## Problem statement
Would you write out the entries below word for word, omitting the pictures?

(Dataset entries)
---
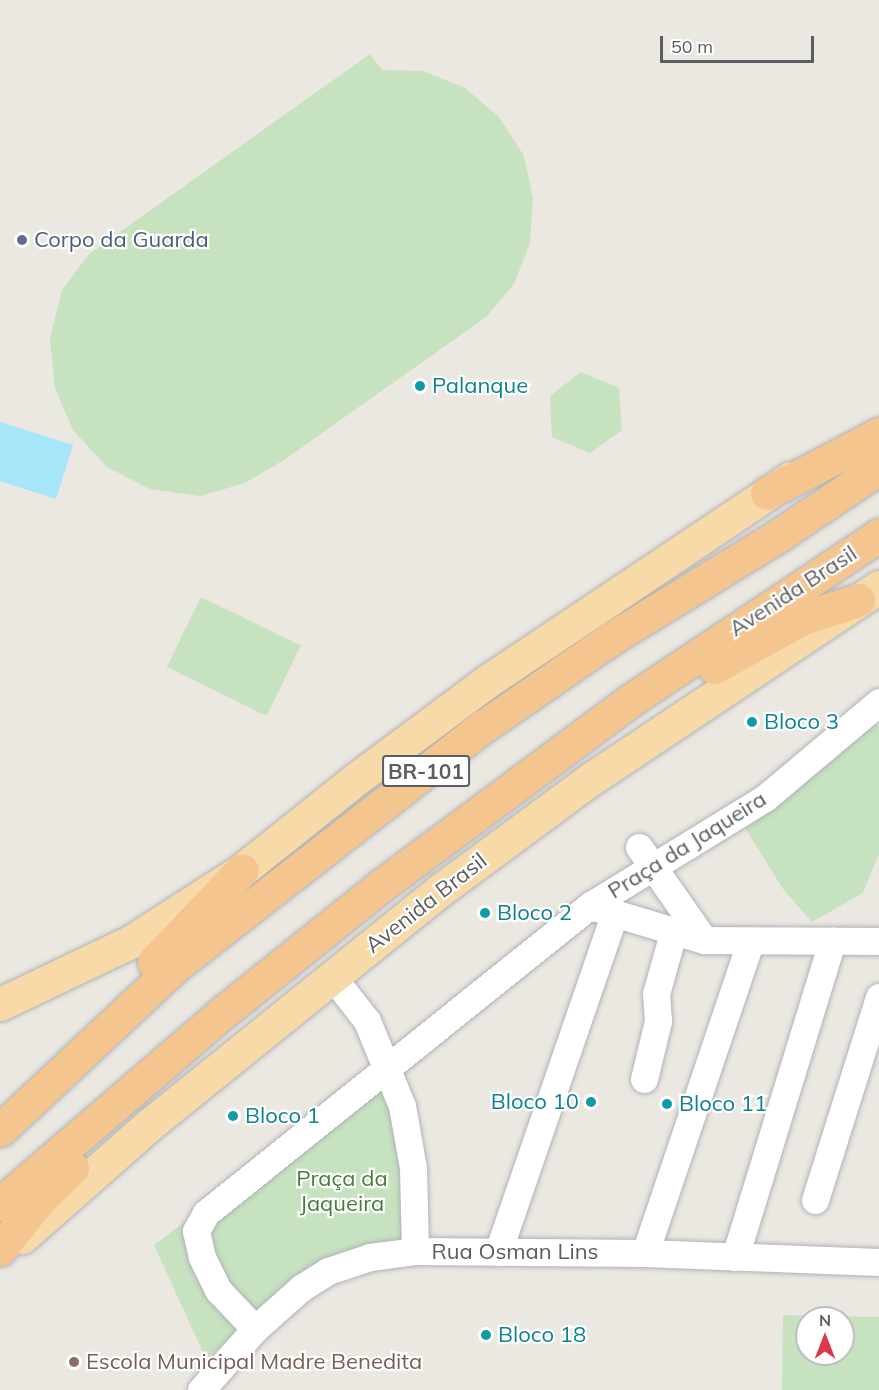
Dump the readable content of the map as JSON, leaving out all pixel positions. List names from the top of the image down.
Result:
{
  "streets": {
    "highway": ["Avenida Brasil", "BR-101"],
    "street": ["Praça da Jaqueira", "Rua Osman Lins"]
  },
  "crossings": [
    ["Praça da Jaqueira", "Rua Osman Lins"]
  ],
  "parks": ["Praça da Jaqueira"],
  "places": [
    "Corpo da Guarda",
    "Palanque",
    "Bloco 3",
    "Bloco 2",
    "Bloco 10",
    "Bloco 11",
    "Bloco 1",
    "Bloco 18",
    "Escola Municipal Madre Benedita"
  ],
  "scale_bar": "50 m",
  "north": "top"
}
---
## Solution to the problem
Dump the readable content of the map as JSON, leaving out all pixel positions. List names from the top of the image down.
Result:
{
  "streets": {
    "highway": ["Avenida Brasil", "BR-101"],
    "street": ["Praça da Jaqueira", "Rua Osman Lins"]
  },
  "crossings": [
    ["Praça da Jaqueira", "Rua Osman Lins"]
  ],
  "parks": ["Praça da Jaqueira"],
  "places": [
    "Corpo da Guarda",
    "Palanque",
    "Bloco 3",
    "Bloco 2",
    "Bloco 10",
    "Bloco 11",
    "Bloco 1",
    "Bloco 18",
    "Escola Municipal Madre Benedita"
  ],
  "scale_bar": "50 m",
  "north": "top"
}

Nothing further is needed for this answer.